> [PROBLEM TO WORK ON] Copy, from the entries below, each line in which the string "direction" appears.

Dataset entries
- - - -

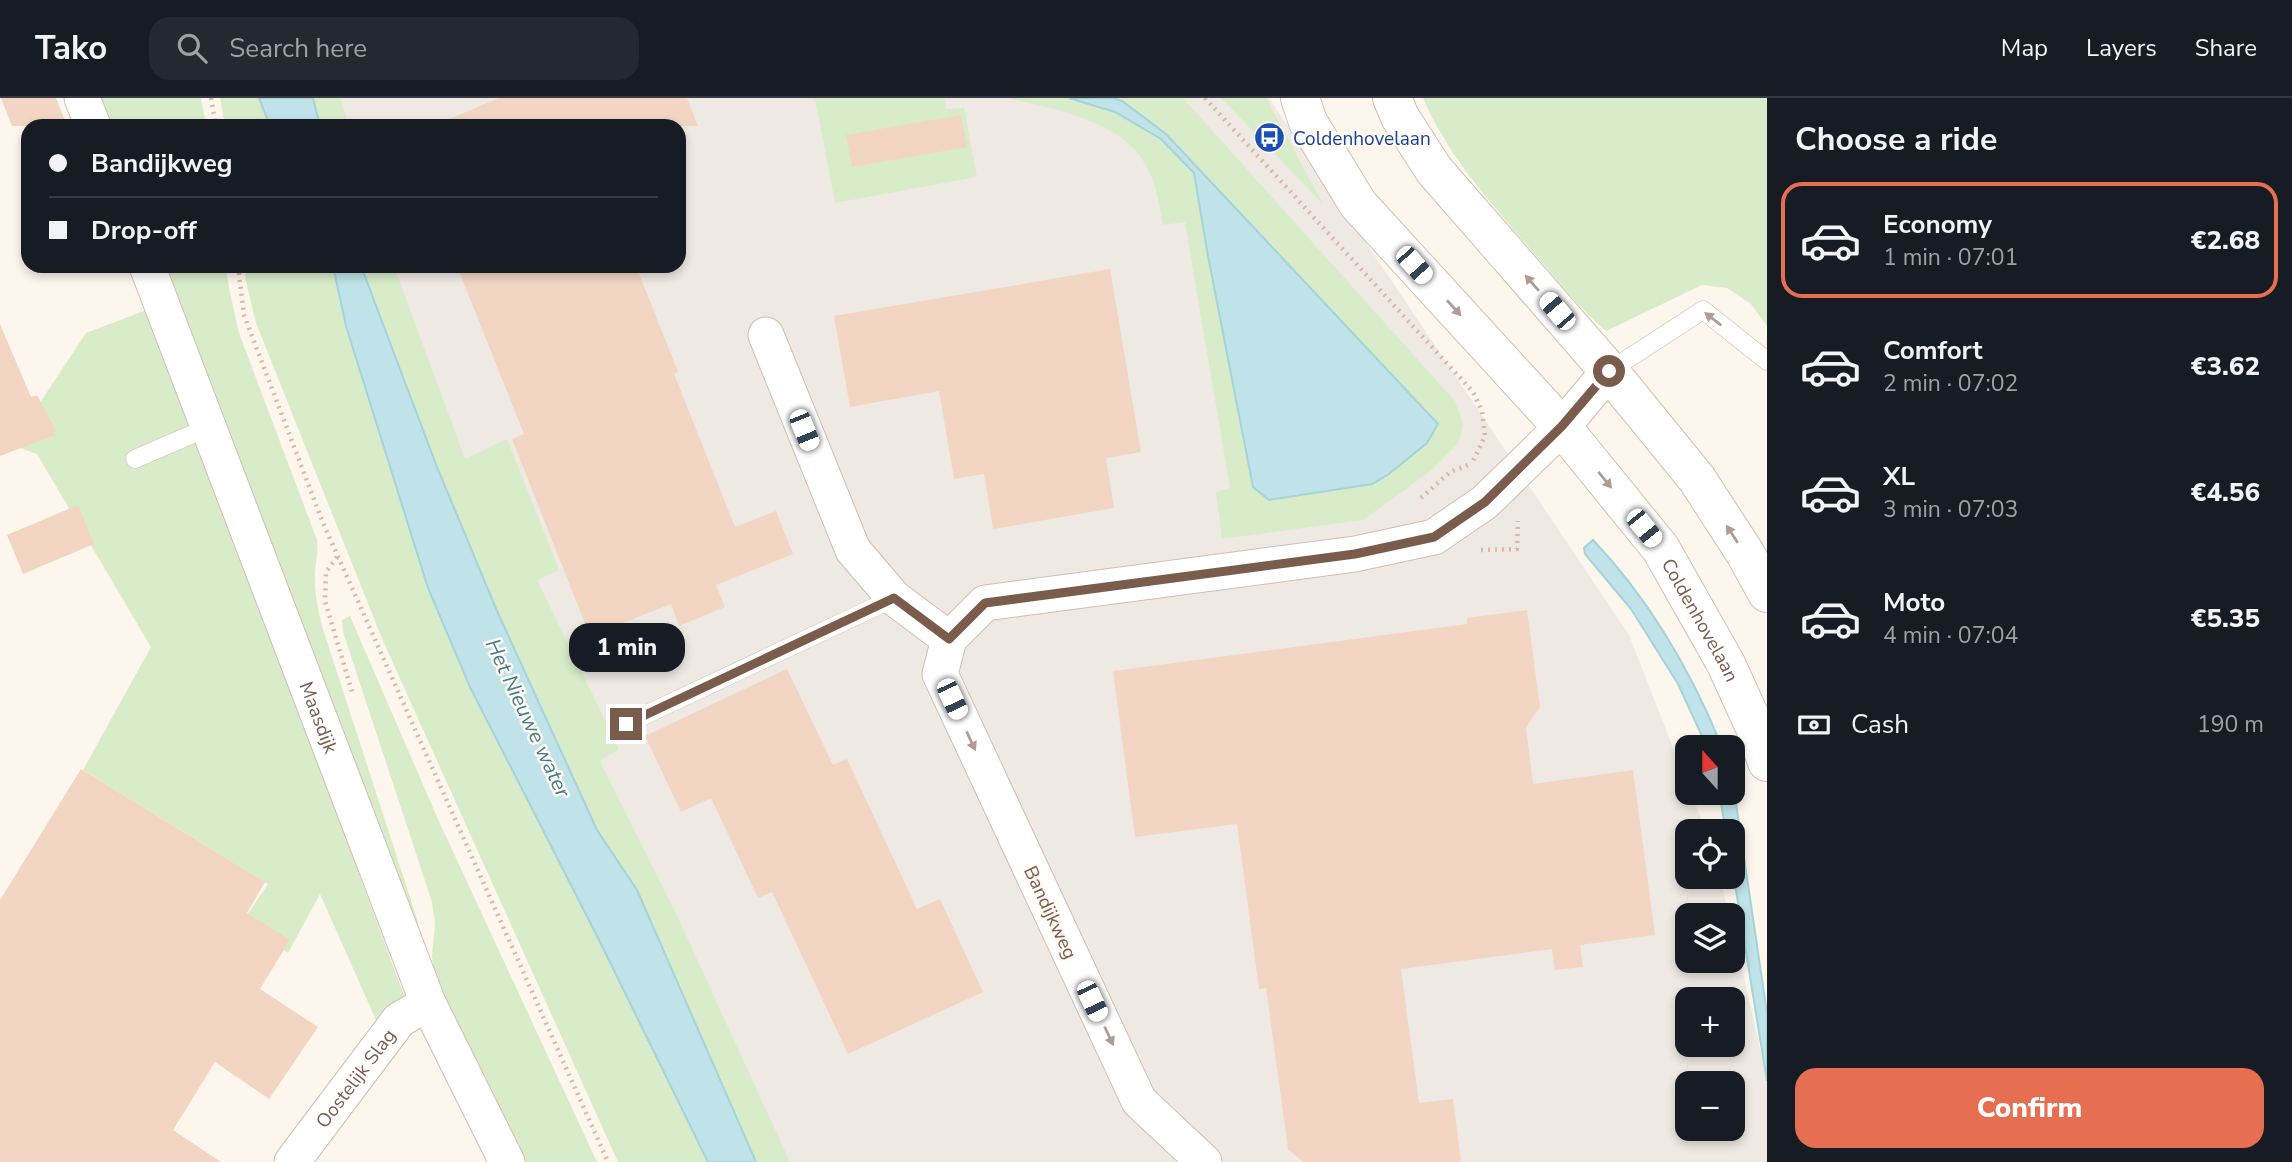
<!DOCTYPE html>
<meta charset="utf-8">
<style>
:root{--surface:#171b24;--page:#242831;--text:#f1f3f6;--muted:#9ea1a6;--line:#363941;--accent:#e76f51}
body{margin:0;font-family:"Nunito Sans",sans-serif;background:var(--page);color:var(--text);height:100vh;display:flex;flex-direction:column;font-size:26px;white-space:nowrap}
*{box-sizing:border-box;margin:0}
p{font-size:23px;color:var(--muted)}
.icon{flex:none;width:38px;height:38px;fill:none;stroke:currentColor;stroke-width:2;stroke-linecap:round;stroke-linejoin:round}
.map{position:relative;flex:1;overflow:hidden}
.panel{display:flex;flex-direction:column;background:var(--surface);width:525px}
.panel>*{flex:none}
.guide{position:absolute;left:21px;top:21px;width:665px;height:154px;border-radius:21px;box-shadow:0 4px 10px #0003;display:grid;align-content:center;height:154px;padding:0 28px;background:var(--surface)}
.needle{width:46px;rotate:339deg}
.tools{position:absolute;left:1675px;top:637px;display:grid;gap:14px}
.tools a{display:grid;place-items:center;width:70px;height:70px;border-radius:14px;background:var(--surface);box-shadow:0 4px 10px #0003;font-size:35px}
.end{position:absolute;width:32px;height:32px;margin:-16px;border:9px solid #7a5c4d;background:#fff;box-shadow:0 0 0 4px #fff}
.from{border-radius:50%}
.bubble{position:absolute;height:49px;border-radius:21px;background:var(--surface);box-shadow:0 4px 10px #0003;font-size:23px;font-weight:800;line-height:49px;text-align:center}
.car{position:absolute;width:21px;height:42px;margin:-21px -10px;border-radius:9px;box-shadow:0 0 5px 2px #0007;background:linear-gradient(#fff 24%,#345 0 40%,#fff 0 76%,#345 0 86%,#fff 0)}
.guide b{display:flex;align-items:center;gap:24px;height:66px;font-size:26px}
.guide b+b{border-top:2px solid var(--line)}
.guide i{width:18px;height:18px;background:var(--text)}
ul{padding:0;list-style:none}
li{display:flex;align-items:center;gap:21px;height:116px;margin:0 14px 10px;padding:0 14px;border:4px solid transparent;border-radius:21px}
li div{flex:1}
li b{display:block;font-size:26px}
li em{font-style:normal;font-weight:800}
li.on{border-color:var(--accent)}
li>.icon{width:63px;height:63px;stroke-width:1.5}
h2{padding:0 28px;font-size:32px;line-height:84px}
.pay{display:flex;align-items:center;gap:18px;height:77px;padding:0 28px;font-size:26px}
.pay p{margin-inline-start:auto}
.action{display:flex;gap:14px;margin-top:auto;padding:14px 28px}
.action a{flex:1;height:80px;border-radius:21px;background:var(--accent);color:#fff;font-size:28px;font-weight:800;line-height:80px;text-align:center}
header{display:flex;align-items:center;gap:42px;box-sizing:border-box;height:98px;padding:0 35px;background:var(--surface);border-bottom:2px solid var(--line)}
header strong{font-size:33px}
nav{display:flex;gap:38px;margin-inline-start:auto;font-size:24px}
.search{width:490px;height:63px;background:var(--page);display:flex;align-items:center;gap:18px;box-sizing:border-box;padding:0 24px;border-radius:21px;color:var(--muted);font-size:26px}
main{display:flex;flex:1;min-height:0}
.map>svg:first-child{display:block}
.industrial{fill:#efe9e4;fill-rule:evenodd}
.green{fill:#d8ecc9}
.water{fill:#bfe3e8;stroke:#a5d3da;stroke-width:2}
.building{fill:#f3d5c3}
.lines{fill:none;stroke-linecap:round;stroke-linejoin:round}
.lane-casing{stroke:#d1beb0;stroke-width:19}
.street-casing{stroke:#d1beb0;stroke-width:37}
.secondary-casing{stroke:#d6c0b0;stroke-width:40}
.path{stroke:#d9b8a5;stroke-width:4.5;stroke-dasharray:2 5;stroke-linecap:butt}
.lane{stroke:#fff;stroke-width:18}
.street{stroke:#fff;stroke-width:35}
.secondary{stroke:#fff;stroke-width:38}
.oneway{fill:#af9d94}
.route{stroke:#7a5c4d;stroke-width:9}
.labels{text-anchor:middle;stroke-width:5;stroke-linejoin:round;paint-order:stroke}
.transit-label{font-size:19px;fill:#164399;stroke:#fffaf3;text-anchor:start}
.street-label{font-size:19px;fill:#7a5c4d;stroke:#fffaf3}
.water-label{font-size:21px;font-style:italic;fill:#437c86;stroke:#fffaf3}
</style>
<header>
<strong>Tako</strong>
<div class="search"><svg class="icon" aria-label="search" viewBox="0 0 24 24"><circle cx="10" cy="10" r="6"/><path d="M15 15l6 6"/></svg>Search here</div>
<nav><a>Map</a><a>Layers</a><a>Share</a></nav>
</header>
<main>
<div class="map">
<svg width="1767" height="1064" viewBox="0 0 1767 1064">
<rect width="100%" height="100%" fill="#fdf6ec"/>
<path class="industrial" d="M288,0h981l360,537 58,148v10h4l15,38h-19v46h33l9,38h-42v46h45l1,-31 34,149v83h-1038l-385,-896h335v-140h-382zM1687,901h45v46h-45zM1687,985h45v46h-45z"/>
<g class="green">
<path d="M98,0h103l5,28h-97z"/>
<path d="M220,0h39l11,28h-45z"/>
<path d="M313,0h28l7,28h-28z"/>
<path d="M815,0h130l1,11 18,-1 13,69 -142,26z"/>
<path d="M1008,0h61l46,14 46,27 33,34 14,83 181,218 38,-31 11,-20 -272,-289 -44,-33 -8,-3h69l272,303 8,23 -4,18 -27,28 -69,50 -141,19 -6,-47 14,-4 -45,-266 -22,3c-3,-14 -5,-28 -9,-42 -19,-61 -92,-72 -146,-85z"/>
<path d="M1221,0h45l57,106z"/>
<path d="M1423,0h344v228l-16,-22 -24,-16 -25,-3 -96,46c-26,-22 -47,-49 -70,-75 -41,-48 -88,-99 -113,-158z"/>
<path d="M163,168h63l3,22 10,45 78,207c2,12 -2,22 -2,34 -1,18 3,35 7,52l96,296 -1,6z"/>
<path d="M245,168h88l13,60 82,262 280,574h-90l-235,-521 -127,-318 -10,-41z"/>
<path d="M361,168h33l71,193 42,-20 52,131 -22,10 82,169 -19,12 73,146 117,255h-34l-119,-272 -40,-60 -100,-219 -60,-144z"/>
<path d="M149,211l259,697 -32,14 -56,-126 -32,59 -45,-32 25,-37 -185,-114 68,-123 -114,-193 -25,-9 74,-112z"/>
<path d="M350,518l87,201 160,345h-74l-69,-137 -20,-53 -2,-16 3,-32 -3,-22 -89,-270 -1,-12z"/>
</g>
<g class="water">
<path d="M259,0h54l7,28h-50z"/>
<path d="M1069,0h45l8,3 44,33 272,290 -11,19 -38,31 -17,10 -103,16 -16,-13 -45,-231 -14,-83 -33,-34 -46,-27z"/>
<path d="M333,168h28l76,201 60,144 100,219 40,60 119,272h-48l-108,-220 -130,-255 -42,-99 -82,-262z"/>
<path d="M1593,442c57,60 98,131 129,207h-15l-29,-63 -47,-75 -46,-55 -1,-6z"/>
<path d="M1733,685l34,230v68l-34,-209 -1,-41h-6l-7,-38h13z"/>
</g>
<g class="building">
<path d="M1,0h55l11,28h-55z"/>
<path d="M499,0h188l11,28h-265z"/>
<path d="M961,17l6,32 -115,20 -6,-32z"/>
<path d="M457,168h179l42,106 -4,2 61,153 41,-16 17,43 -77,31 9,22 -46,19 -8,-22 -81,32 -78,-197 12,-5z"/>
<path d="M1110,171l31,183 -35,6 8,50 -121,21 -9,-55 -30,5 -15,-88 -89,16 -16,-91z"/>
<path d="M0,226l31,73 6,-2 19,36 -3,1 2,3 -55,21z"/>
<path d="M78,407l16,39 -71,30 -16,-39z"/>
<path d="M1527,512l13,97 -14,20 7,57 100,-14 22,165 -75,10 3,22 -28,3 -3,-21 -151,20 18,134 34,-4 8,63h-158l-15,-13 -22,-161 -7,1 -22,-165 -102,13 -22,-166 354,-47v-6z"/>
<path d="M787,571l46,96 14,-6 70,150 23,-10 43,93 -135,62 -76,-162 -14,6 -47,-100 -30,14 -36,-76z"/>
<path d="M81,671l184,113 -18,31 43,27 -30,49 58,38 -49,72 -54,-37 -42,68 48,32h-221v-262z"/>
</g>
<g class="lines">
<defs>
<g id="lane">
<path d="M1609,273l94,-61 64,51"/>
<path d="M135,361l74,-32"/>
<path d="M626,626l268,-126"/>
</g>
<g id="street">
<path d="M82,0l11,28"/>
<path id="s1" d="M147,168l281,737 79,159"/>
<path d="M766,237l87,215 41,48 55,41"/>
<path id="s2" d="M292,1064l107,-142 29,-17"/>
<path d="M1204,1064l-65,-61 -199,-427 9,-35 36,-36 370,-49 79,-17 51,-35 77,-75 47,-56"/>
</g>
<g id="secondary">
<path id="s3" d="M1300,0l8,24 50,82 204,223 99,122 65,115 30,66 11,32"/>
<path d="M1392,0l8,19 34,53 175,201 88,108 48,74 22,40"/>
</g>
</defs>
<use href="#lane" class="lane-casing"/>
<use href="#street" class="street-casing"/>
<use href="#secondary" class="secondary-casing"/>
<g class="path">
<path d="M211,0l5,28"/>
<path d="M1205,0l268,294 9,19 3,25 -12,25"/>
<path d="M238,168l6,49 79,208 285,639"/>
<path d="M1421,400l29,-26 21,-8"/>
<path d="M1481,452l36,-1 1,-28"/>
<path d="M337,459l-11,15 -1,29 28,94"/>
</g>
<use href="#lane" class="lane"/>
<use href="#street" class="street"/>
<use href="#secondary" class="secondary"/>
</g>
<defs><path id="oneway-solid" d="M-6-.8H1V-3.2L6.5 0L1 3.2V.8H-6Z" transform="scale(1.75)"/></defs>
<g class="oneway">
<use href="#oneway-solid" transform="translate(1532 185) rotate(-131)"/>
<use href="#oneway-solid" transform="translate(1454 210) rotate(48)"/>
<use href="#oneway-solid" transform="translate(1713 221) rotate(-142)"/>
<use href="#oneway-solid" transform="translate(1605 382) rotate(51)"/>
<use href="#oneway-solid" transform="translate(1732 436) rotate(-123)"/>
<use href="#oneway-solid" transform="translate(971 643) rotate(65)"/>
<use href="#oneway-solid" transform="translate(1109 938) rotate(65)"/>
</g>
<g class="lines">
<path class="route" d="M626,626l268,-126 55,41 36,-36 370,-49 79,-17 51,-35 77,-76 47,-55"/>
</g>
<defs>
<symbol id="bus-disc" viewBox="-11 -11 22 22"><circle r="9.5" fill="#1a4fb4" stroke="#fffaf3"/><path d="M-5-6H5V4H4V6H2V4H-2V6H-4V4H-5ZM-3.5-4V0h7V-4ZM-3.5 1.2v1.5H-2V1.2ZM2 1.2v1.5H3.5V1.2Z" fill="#fff"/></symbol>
</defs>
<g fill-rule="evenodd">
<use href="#bus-disc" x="1252" y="22" width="35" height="35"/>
</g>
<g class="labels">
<g class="transit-label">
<text x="1293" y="47">Coldenhovelaan</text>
</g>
<g class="street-label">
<text dy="7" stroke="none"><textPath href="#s3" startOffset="662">Coldenhovelaan</textPath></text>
<text dy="7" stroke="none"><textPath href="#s1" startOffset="483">Maasdijk</textPath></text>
<text transform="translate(1051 814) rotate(65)" y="7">Bandijkweg</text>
<text dy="7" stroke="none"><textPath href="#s2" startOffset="105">Oostelijk Slag</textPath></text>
</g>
<g class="water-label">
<text transform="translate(528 620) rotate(65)" y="7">Het Nieuwe water</text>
</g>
</g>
</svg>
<div class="tools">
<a><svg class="needle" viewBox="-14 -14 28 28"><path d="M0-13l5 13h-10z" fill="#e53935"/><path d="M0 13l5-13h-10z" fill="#9ea1a6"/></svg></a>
<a><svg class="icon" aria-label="locate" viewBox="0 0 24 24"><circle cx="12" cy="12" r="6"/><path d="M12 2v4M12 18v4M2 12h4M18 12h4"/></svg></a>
<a><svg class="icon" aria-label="layers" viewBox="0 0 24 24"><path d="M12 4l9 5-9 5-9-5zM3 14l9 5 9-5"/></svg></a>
<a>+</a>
<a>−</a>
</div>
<i class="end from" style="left:1609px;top:273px"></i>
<i class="end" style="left:626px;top:626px"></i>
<div class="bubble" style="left:569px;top:525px;width:116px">1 min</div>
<i class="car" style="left:1414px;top:167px;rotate:138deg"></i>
<i class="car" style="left:1557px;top:213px;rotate:319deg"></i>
<i class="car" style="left:804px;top:332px;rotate:158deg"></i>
<i class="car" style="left:1644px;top:430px;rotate:141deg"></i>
<i class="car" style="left:952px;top:601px;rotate:155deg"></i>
<i class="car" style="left:1092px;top:903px;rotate:155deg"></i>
<div class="guide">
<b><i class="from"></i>Bandijkweg</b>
<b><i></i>Drop-off</b>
</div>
</div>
<section class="panel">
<h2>Choose a ride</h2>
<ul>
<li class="on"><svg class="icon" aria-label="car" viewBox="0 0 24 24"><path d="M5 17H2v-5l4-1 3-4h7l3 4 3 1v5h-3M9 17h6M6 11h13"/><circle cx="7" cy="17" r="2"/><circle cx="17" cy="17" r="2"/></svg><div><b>Economy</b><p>1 min · 07:01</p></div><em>€2.68</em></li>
<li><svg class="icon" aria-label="car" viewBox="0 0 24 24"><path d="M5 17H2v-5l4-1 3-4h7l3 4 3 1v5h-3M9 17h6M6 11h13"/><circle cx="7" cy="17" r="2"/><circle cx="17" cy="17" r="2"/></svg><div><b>Comfort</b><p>2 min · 07:02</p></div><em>€3.62</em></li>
<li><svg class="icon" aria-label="car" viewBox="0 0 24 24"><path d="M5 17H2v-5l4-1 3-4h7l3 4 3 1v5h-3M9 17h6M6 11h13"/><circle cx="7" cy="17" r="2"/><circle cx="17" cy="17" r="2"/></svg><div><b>XL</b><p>3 min · 07:03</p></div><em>€4.56</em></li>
<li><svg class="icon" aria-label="car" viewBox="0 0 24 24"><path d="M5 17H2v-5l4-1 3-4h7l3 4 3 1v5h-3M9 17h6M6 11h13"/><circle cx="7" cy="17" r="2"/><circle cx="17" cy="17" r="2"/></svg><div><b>Moto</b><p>4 min · 07:04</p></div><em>€5.35</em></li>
</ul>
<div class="pay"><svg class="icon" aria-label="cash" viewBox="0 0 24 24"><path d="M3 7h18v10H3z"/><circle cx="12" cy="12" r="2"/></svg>Cash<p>190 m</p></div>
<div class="action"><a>Confirm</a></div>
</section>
</main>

- - - -

> [COMPLETED TASK]
body{margin:0;font-family:"Nunito Sans",sans-serif;background:var(--page);color:var(--text);height:100vh;display:flex;flex-direction:column;font-size:26px;white-space:nowrap}
.panel{display:flex;flex-direction:column;background:var(--surface);width:525px}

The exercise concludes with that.